Das Landgericht Hannover verurteilte den 59-Jährigen wegen Mordes in Tateinheit mit Raub mit Todesfolge. Ausschlaggebend war das Motiv der Habgier. Laut Gericht wollte der Mann an Bargeld gelangen und nahm dafür den Tod seiner Nachbarin billigend in Kauf. Die Indizienlage, insbesondere ein DNA-Gutachten, wurde als geschlossen bewertet. (Lesen Sie auch: Urteil in Hannover: Nachbar tötete Frau wegen…)
Zeitlicher Ablauf
- Juli letzten Jahres: Der Mann suchte seine Nachbarin in ihrer Wohnung auf, um Geld zu erbitten.
- Als die Frau sich weigerte: Griff der 59-Jährige sie mit Gewalt an.
- Die Frau erstickte: Entweder an ihren Verletzungen oder an ihrem Erbrochenen infolge der Gewalt.
- Urteil: Das Landgericht Hannover verurteilte den Mann zu lebenslanger Haft.
Wie lief die Tat ab?
Der Mann suchte die Nachbarin in ihrer Wohnung auf, um sie um Geld zu bitten. Als sie sich weigerte, griff er sie an. Er stürzte sich auf die Frau, würgte sie und versetzte ihr sechs Messerstiche in Rücken und Nacken. Laut einem Gutachten erstickte die Frau erst Stunden nach dem Kampf an ihren Verletzungen oder infolge der Gewalt an ihrem Erbrochenen.
Welche Rolle spielte der Vorsatz bei der Urteilsfindung?
Das Gericht ging davon aus, dass dem Angeklagten die tödlichen Folgen seines Handelns bewusst waren. Eine gezielte Tötungsabsicht habe zwar nicht vorgelegen, jedoch sogenannter Eventualvorsatz.
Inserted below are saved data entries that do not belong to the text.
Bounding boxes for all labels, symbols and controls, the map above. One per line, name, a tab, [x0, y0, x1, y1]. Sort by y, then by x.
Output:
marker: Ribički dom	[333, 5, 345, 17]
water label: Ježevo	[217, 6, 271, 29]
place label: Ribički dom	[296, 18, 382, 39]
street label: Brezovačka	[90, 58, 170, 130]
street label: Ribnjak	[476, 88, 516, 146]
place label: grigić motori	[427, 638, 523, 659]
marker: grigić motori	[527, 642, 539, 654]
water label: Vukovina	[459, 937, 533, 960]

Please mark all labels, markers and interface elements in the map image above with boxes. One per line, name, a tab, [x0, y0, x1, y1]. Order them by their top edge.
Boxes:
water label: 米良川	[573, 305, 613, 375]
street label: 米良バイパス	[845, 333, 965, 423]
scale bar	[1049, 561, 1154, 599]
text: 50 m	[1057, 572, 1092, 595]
Demnach nahm der Täter den Tod seiner Nachbarin billigend in Kauf, um an das Geld zu gelangen. Das Ausmaß der Gewalt lasse keinen Zweifel daran zu. (Lesen Sie auch: Marius Høiby Urteil: Verteidigung fordert Freispruch)
Wie wurde die Tat entdeckt?
Die Umstände der Entdeckung der Tat werden in der Meldung von Stern nicht explizit genannt. Zentral für die Verurteilung war jedoch eine aus Sicht der Kammer „geschlossene“ Indizienlage, wobei insbesondere ein DNA-Gutachten den Verurteilten belastete.
Eventualvorsatz bedeutet, dass der Täter den Tod des Opfers nicht direkt beabsichtigt hat, aber die Möglichkeit des Todes erkannt und billigend in Kauf genommen hat. (Lesen Sie auch: Vorwürfe gegen Christian Ulmen: Was sind Deepfakes?…)
Was bedeutet das Urteil für den Täter?
Das Urteil bedeutet für den 59-jährigen Mann eine lebenslange Haftstrafe. Er wurde des Mordes in Tateinheit mit Raub mit Todesfolge schuldig befunden. Das Gericht sah in der Habgier das verwerfliche Motiv für die Tat, bei der es um weniger als 600 Euro ging. Ob der Verurteilte Rechtsmittel gegen das Urteil einlegt, ist derzeit nicht bekannt. Das Urteil ist noch nicht rechtskräftig.
Wie der NDR berichtet, hat der Angeklagte die Tat vor Gericht bestritten.
Die Staatsanwaltschaft hatte ebenfalls eine lebenslange Freiheitsstrafe gefordert, wie das ZDF meldet. (Lesen Sie auch: Christian Ulmen Vorwürfe: Was Steckt Hinter den…)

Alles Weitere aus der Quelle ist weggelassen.